Exercise aim
Give back, word for word, only the lines from the opening of the records through the one with "For a GIS import: Summarize". Pictures stay out.
━━━━━ Data for processing ━━━━━
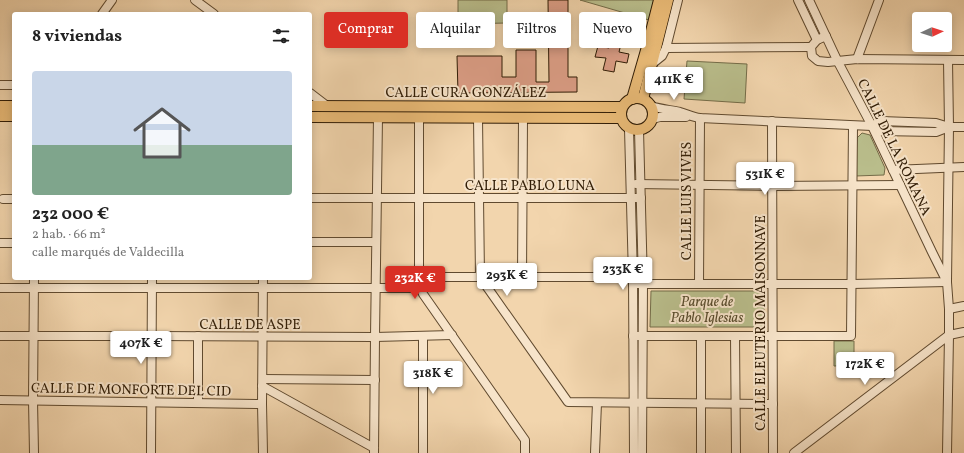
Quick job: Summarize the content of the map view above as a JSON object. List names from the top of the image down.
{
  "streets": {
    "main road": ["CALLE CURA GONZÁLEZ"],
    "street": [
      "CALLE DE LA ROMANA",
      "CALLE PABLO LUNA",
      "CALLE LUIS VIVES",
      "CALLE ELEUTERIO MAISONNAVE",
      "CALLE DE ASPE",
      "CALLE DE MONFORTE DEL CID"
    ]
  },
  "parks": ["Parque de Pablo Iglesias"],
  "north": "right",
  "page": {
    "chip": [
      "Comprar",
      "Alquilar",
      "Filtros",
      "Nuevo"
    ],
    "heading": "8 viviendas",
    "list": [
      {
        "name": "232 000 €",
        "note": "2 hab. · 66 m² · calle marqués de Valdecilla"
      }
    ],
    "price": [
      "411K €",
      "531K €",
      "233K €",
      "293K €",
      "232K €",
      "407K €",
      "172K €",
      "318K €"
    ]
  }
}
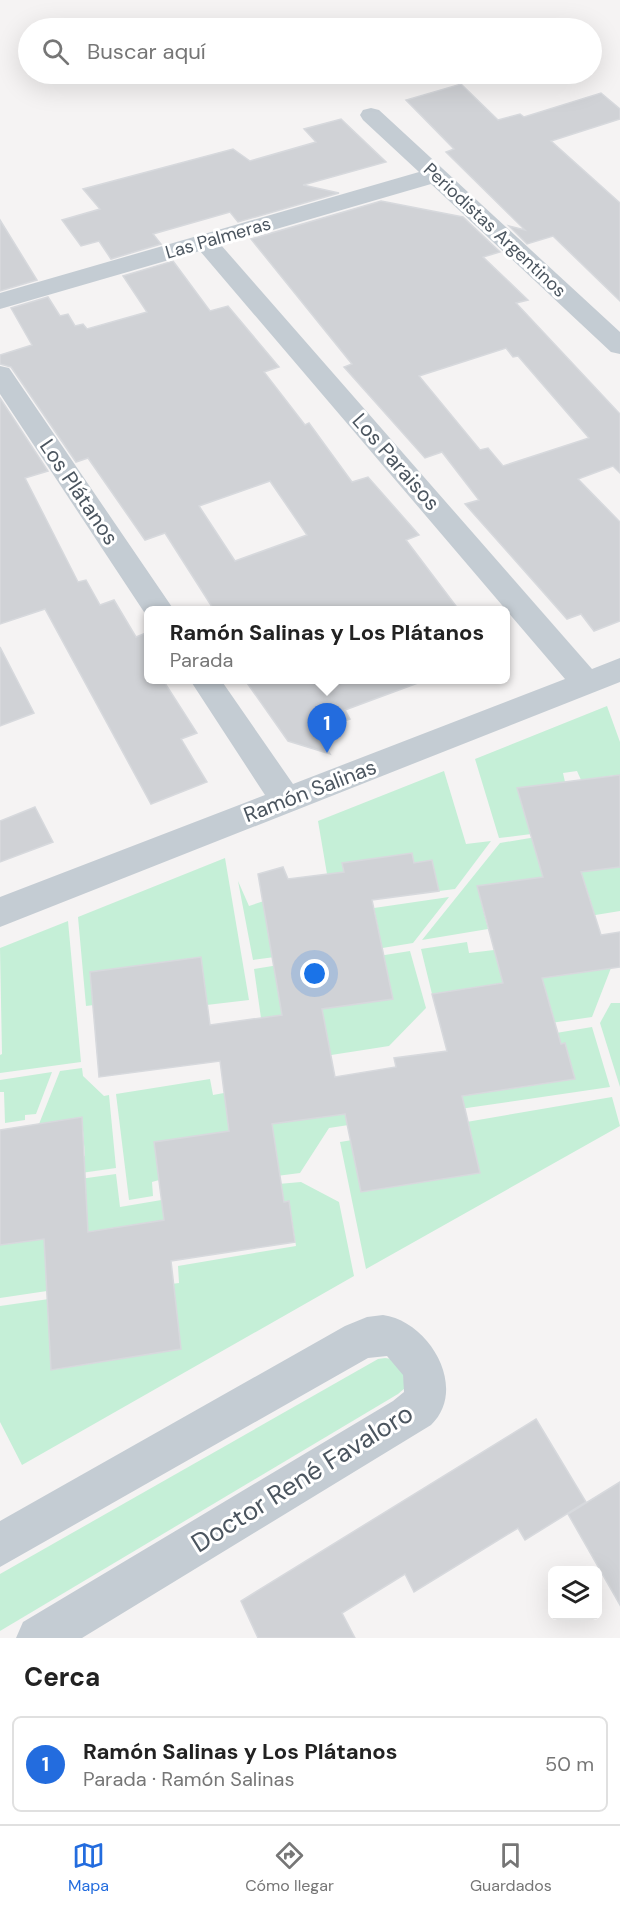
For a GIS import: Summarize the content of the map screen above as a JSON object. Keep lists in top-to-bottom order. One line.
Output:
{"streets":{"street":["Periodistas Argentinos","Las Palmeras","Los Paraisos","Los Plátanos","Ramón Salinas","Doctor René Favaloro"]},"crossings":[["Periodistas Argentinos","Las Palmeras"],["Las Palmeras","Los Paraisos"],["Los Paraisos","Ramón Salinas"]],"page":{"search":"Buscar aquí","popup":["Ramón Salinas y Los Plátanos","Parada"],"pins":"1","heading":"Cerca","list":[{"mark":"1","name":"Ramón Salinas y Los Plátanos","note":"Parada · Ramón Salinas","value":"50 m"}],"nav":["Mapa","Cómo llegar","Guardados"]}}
━━━━━
Written response
Quick job: Summarize the content of the map view above as a JSON object. List names from the top of the image down.
{
  "streets": {
    "main road": ["CALLE CURA GONZÁLEZ"],
    "street": [
      "CALLE DE LA ROMANA",
      "CALLE PABLO LUNA",
      "CALLE LUIS VIVES",
      "CALLE ELEUTERIO MAISONNAVE",
      "CALLE DE ASPE",
      "CALLE DE MONFORTE DEL CID"
    ]
  },
  "parks": ["Parque de Pablo Iglesias"],
  "north": "right",
  "page": {
    "chip": [
      "Comprar",
      "Alquilar",
      "Filtros",
      "Nuevo"
    ],
    "heading": "8 viviendas",
    "list": [
      {
        "name": "232 000 €",
        "note": "2 hab. · 66 m² · calle marqués de Valdecilla"
      }
    ],
    "price": [
      "411K €",
      "531K €",
      "233K €",
      "293K €",
      "232K €",
      "407K €",
      "172K €",
      "318K €"
    ]
  }
}
For a GIS import: Summarize the content of the map screen above as a JSON object. Keep lists in top-to-bottom order. One line.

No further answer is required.